Situasi ini memunculkan kebutuhan mendesak akan solusi RegTech. "Perangkat seperti AI e-KYC (identifikasi pelanggan pintar elektronik), sistem analisis transaksi on-chain, dan mekanisme pelaporan kepatuhan otomatis menjadi platform wajib untuk memastikan transparansi dan keamanan pasar," ujar Bapak Quoc.
“Mahasiswa yang mengambil jurusan ekonomi dan keuangan perlu segera mengakses manajemen risiko dan teknologi data ini agar dapat menjadi kekuatan inti dalam membangun ekosistem keuangan digital yang aman dan berkelanjutan,” tegas Bapak Quoc.
Membentuk produktivitas tenaga kerja global
Jika blockchain sedang membentuk kembali infrastruktur keuangan, kecerdasan buatan (AI) menjadi pendorong utama produktivitas dan inovasi dalam skala global. Bapak Nguyen Dang Chi, Dosen di Institut Teknologi Blockchain dan Kecerdasan Buatan ABAII, memberikan analisis mendalam tentang bagaimana AI mengubah cara orang belajar, bekerja, dan mengambil keputusan.
Mengutip data dari Challenger Report 2025, Bapak Chi menunjukkan fakta yang mengkhawatirkan: lebih dari 85% karyawan yang diberhentikan di AS pada September 2025 secara langsung disebabkan oleh lambatnya adaptasi terhadap teknologi. Sementara itu, Reuters mencatat bahwa kinerja dapat meningkat 8 kali lipat ketika bisnis mengetahui cara menerapkan AI dengan tepat. Di platform LinkedIn, keterampilan terkait AI saat ini merupakan kelompok kompetensi yang paling cepat berkembang secara global.

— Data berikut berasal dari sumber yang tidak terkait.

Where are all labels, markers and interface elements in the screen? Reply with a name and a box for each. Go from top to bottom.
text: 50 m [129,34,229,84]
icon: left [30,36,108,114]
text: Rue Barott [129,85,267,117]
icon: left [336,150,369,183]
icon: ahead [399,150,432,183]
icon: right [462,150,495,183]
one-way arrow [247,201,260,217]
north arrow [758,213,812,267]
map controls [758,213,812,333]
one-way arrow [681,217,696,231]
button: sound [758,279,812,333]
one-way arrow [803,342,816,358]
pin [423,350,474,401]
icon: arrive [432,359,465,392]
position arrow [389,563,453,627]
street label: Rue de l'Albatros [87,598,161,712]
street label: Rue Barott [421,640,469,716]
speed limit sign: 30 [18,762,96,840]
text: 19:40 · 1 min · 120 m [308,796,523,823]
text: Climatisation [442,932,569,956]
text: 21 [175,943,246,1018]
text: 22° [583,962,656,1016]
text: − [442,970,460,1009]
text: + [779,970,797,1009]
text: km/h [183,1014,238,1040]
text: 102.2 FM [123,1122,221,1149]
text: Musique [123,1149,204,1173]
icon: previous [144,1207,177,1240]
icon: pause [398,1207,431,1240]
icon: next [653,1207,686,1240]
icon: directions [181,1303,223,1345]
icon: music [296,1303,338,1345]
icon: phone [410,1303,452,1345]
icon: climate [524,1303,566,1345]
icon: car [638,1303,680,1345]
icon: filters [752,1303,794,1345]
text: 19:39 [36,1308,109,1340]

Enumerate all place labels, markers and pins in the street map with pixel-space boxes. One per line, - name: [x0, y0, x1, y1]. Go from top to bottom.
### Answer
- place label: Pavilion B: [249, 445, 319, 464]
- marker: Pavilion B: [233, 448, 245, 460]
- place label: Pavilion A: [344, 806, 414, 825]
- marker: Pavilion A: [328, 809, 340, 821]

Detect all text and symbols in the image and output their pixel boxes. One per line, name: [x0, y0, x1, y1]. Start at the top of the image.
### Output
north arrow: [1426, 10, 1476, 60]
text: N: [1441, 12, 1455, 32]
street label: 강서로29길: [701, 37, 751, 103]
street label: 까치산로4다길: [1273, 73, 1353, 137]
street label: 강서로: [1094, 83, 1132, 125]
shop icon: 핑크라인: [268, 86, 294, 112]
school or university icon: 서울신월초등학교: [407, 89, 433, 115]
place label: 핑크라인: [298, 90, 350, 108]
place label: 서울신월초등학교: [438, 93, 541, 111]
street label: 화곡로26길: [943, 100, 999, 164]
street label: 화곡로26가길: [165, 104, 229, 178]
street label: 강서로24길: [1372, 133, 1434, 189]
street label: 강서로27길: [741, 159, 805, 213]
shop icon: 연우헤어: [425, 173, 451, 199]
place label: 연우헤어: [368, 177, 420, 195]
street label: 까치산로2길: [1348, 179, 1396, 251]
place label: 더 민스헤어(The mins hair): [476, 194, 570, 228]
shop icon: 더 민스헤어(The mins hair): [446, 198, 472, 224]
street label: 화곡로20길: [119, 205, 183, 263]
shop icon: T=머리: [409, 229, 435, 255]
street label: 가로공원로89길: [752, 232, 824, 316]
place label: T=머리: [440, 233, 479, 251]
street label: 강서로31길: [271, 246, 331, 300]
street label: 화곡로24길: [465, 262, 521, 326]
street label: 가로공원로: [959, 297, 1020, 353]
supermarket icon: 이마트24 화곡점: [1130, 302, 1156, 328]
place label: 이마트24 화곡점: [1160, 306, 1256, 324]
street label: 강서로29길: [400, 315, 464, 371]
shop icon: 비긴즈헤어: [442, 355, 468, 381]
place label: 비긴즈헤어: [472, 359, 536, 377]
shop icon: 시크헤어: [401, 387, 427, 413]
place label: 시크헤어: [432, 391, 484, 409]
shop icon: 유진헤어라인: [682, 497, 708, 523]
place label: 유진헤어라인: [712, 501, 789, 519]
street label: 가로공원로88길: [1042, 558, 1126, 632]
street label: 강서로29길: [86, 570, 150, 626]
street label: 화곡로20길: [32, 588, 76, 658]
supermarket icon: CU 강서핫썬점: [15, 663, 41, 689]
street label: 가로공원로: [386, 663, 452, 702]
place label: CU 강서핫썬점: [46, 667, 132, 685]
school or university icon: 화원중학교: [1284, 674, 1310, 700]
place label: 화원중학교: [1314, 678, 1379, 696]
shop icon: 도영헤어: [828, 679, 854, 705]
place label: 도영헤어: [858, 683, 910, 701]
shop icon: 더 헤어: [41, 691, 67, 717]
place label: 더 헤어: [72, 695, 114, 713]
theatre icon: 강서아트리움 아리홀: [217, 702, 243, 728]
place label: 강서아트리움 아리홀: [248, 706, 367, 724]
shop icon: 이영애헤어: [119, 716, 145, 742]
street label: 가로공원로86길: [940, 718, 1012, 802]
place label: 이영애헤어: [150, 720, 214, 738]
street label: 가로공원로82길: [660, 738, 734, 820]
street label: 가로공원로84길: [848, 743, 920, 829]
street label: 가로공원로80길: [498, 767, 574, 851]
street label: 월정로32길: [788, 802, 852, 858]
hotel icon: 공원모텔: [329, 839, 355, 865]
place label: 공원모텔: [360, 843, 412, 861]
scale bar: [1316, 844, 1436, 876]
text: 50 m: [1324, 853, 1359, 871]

Menurut Forum Ekonomi Dunia (WEF), pada tahun 2030, kompetensi inti tenaga kerja akan berpusat pada keterampilan seperti AI, Big Data, keamanan siber, dan pemikiran kreatif. Vietnam merupakan salah satu negara dengan pertumbuhan sumber daya manusia teknologi tercepat di kawasan ini.
Kebutuhan 200.000 personel Blockchain, Fintech, dan AI pada tahun 2025 merupakan peluang besar bagi generasi muda untuk menguasai teknologi dan berintegrasi secara mendalam ke dalam ekonomi digital. Bapak Chi mengatakan: "Ini merupakan sinyal yang jelas bagi pendidikan tinggi untuk berfokus pada pelatihan sumber daya manusia berkualitas tinggi, yang tidak hanya memahami teknologi tetapi juga memiliki pemahaman yang kuat tentang hukum dan kemampuan beradaptasi secara fleksibel."

Bapak Piyush Shah, Chief Operating Officer Bingold Pte. Ltd (Singapura), juga sangat mengapresiasi peluang Vietnam untuk menjadi titik terang di peta keuangan digital regional, berkat populasi mudanya, digitalisasi yang cepat, dan arahan strategis yang jelas dari Pemerintah.
Dari perspektif pelatihan, Master Nguyen Nam Trung, Asisten Dekan Fakultas Keuangan dan Akuntansi sekaligus Kepala Departemen Teknologi Finansial (Fintech) UEF, mengatakan: "Gelombang teknologi baru menciptakan tekanan, mendorong pendidikan tinggi untuk berinovasi secara intensif". Hal ini membutuhkan integrasi mendalam pengetahuan interdisipliner di bidang keuangan, teknologi, dan hukum, sekaligus memperkuat hubungan dengan dunia usaha dan asosiasi industri untuk menciptakan ekosistem sumber daya manusia yang utuh.

Dari perspektif bisnis perekrutan, Ibu Le Ngoc My Tien, Direktur Umum dan Salah Satu Pendiri BlockchainWork, menyimpulkan bahwa faktor kunci bagi bisnis di era digital bukan hanya teknologi, tetapi juga "pemikiran inovatif". Beliau berkata: "Mahasiswa, sebagai tenaga kerja masa depan, perlu mengembangkan kapasitas profesional dan kemampuan beradaptasi secara bersamaan. Mereka perlu tahu cara memanfaatkan teknologi untuk meningkatkan produktivitas, sehingga membangun nilai-nilai berkelanjutan dan memberikan kontribusi praktis bagi ekosistem bisnis digital Vietnam."
Program ABAII Unitour 2025 di UEF bukan hanya forum akademis, tetapi juga jembatan praktis untuk membantu mahasiswa memiliki pandangan komprehensif tentang peran teknologi dalam gambaran ekonomi kontemporer. Berbagi pengalaman dari para ahli telah menunjukkan bahwa kapasitas digital bukan lagi sebuah pilihan, melainkan telah menjadi alat integrasi wajib bagi generasi muda Vietnam dalam perjalanan menuju ekonomi yang kreatif, transparan, dan berkelanjutan.